§ **Work instructions**
Apart from the pictures, print the data below exactly as given.

Collected data entries:
╭──

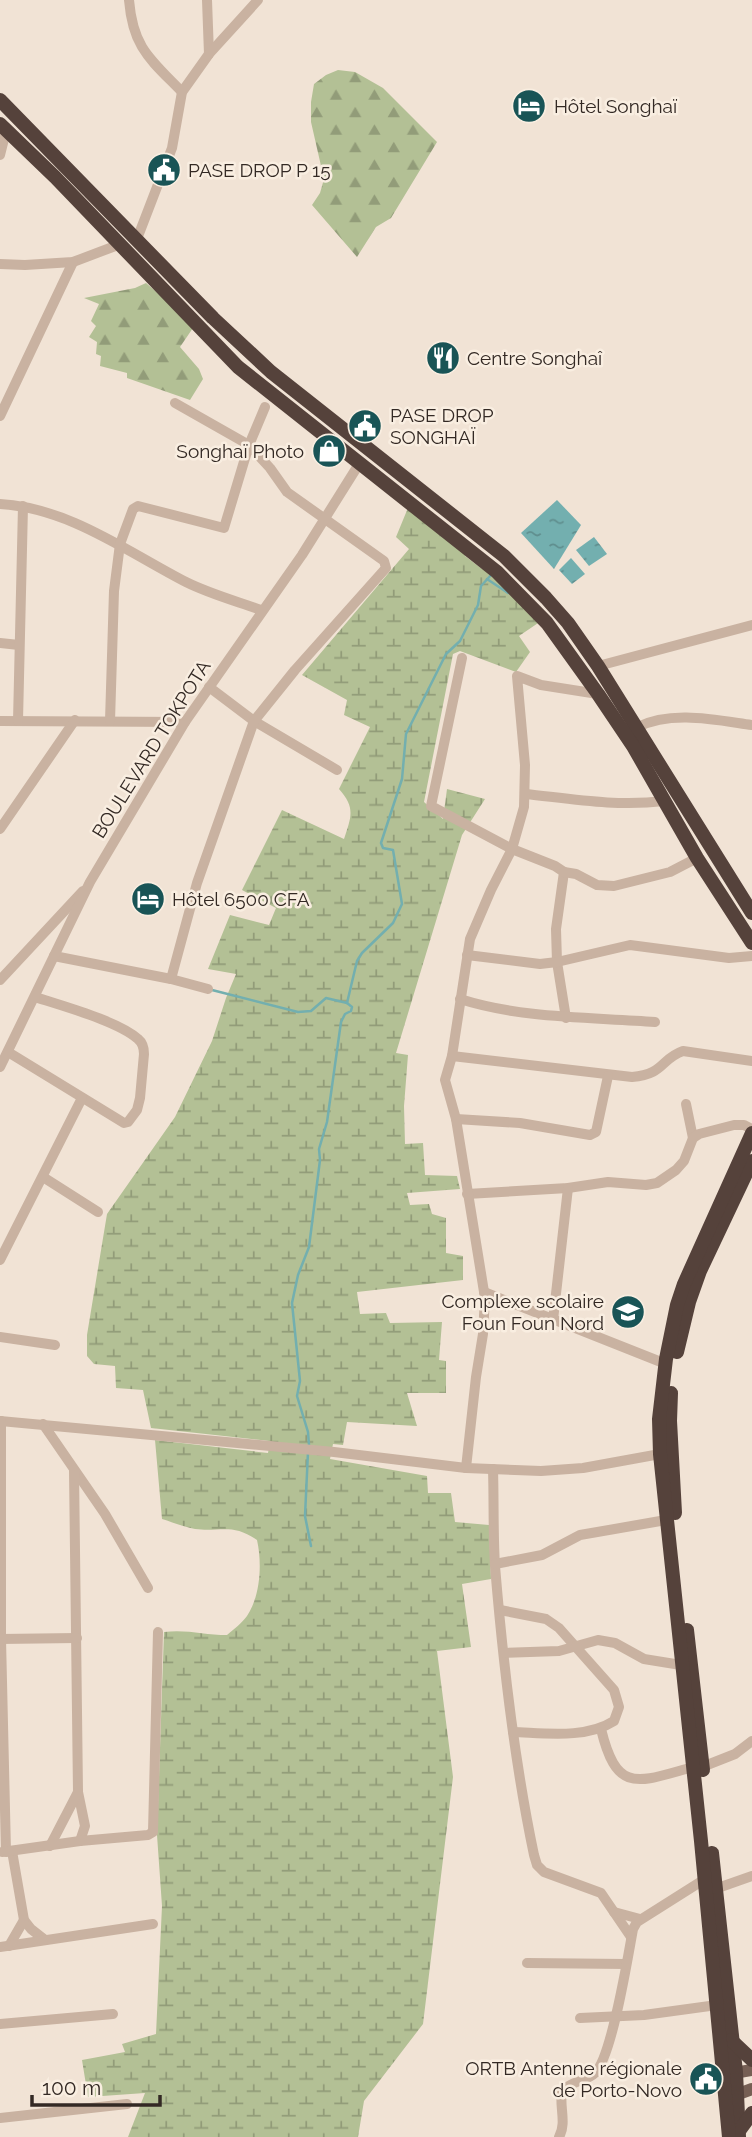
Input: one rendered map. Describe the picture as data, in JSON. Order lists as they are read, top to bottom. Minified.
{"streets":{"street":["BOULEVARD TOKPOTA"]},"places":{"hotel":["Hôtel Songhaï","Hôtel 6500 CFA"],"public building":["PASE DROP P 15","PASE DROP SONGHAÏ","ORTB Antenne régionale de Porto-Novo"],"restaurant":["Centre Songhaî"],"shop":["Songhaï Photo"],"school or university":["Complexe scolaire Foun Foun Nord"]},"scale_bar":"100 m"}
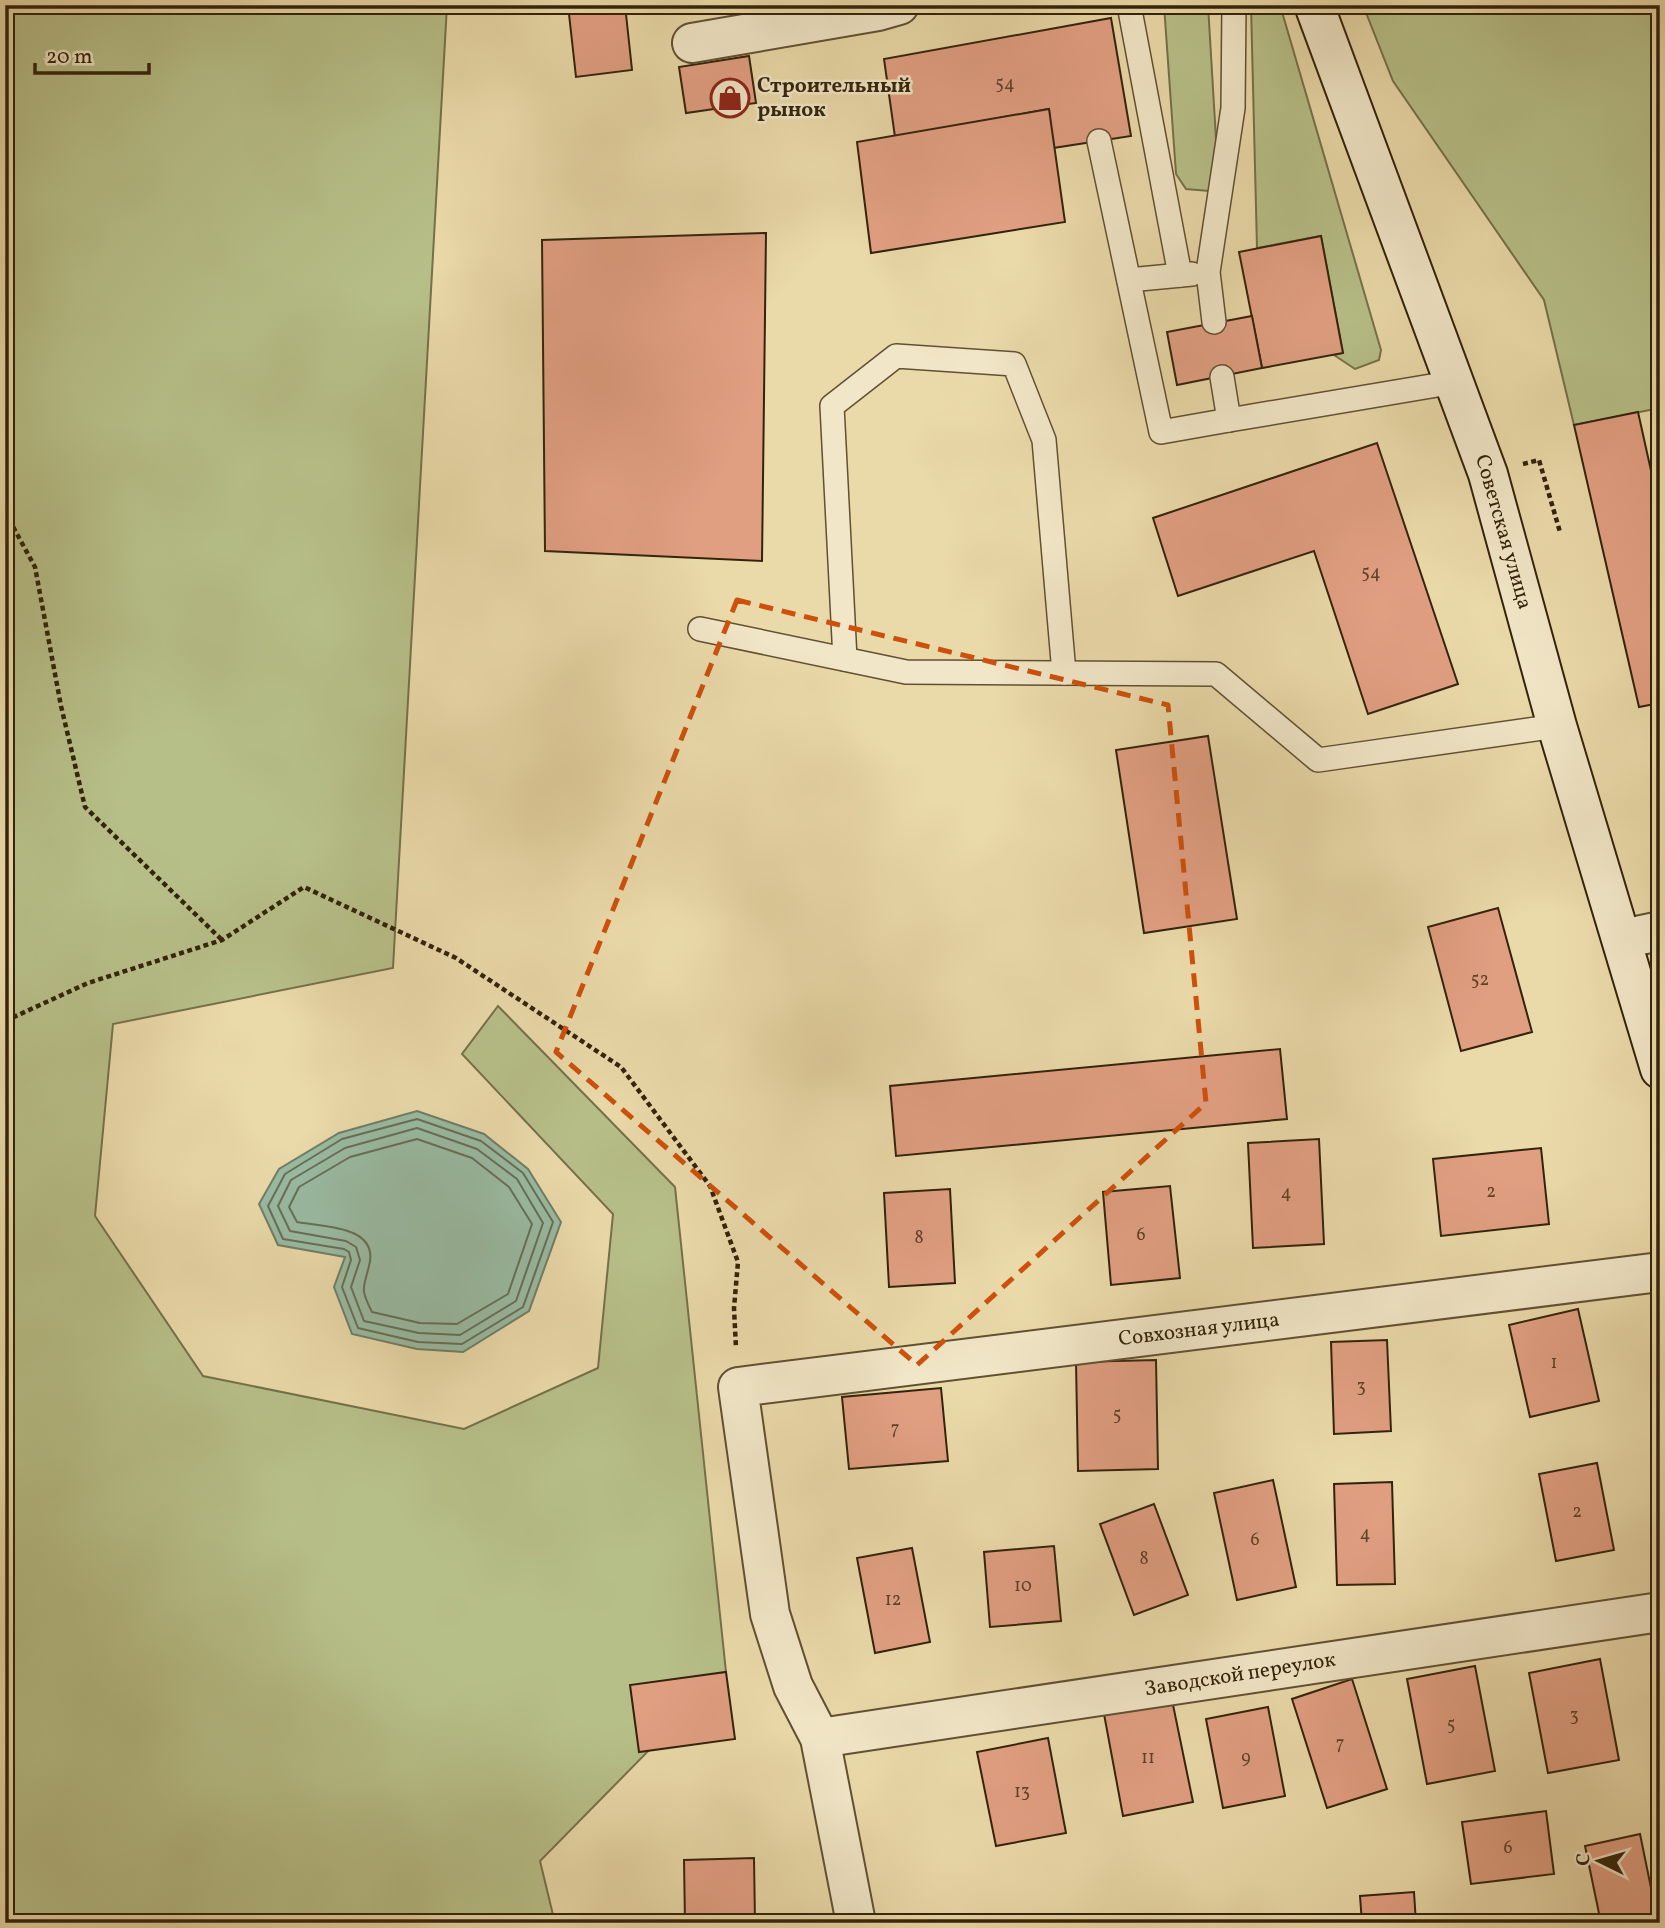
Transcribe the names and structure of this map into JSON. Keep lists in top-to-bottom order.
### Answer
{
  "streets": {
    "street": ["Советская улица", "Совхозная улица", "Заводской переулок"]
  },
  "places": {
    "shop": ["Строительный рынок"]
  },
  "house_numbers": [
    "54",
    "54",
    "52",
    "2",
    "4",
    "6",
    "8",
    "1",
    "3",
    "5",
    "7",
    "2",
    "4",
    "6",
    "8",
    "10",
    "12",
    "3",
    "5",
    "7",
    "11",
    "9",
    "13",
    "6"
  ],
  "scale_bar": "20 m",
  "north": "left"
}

╰──

§ **Result of the exercise**
Input: one rendered map. Describe the picture as data, in JSON. Order lists as they are read, top to bottom. Minified.
{"streets":{"street":["BOULEVARD TOKPOTA"]},"places":{"hotel":["Hôtel Songhaï","Hôtel 6500 CFA"],"public building":["PASE DROP P 15","PASE DROP SONGHAÏ","ORTB Antenne régionale de Porto-Novo"],"restaurant":["Centre Songhaî"],"shop":["Songhaï Photo"],"school or university":["Complexe scolaire Foun Foun Nord"]},"scale_bar":"100 m"}
Transcribe the names and structure of this map into JSON. Keep lists in top-to-bottom order.
### Answer
{
  "streets": {
    "street": ["Советская улица", "Совхозная улица", "Заводской переулок"]
  },
  "places": {
    "shop": ["Строительный рынок"]
  },
  "house_numbers": [
    "54",
    "54",
    "52",
    "2",
    "4",
    "6",
    "8",
    "1",
    "3",
    "5",
    "7",
    "2",
    "4",
    "6",
    "8",
    "10",
    "12",
    "3",
    "5",
    "7",
    "11",
    "9",
    "13",
    "6"
  ],
  "scale_bar": "20 m",
  "north": "left"
}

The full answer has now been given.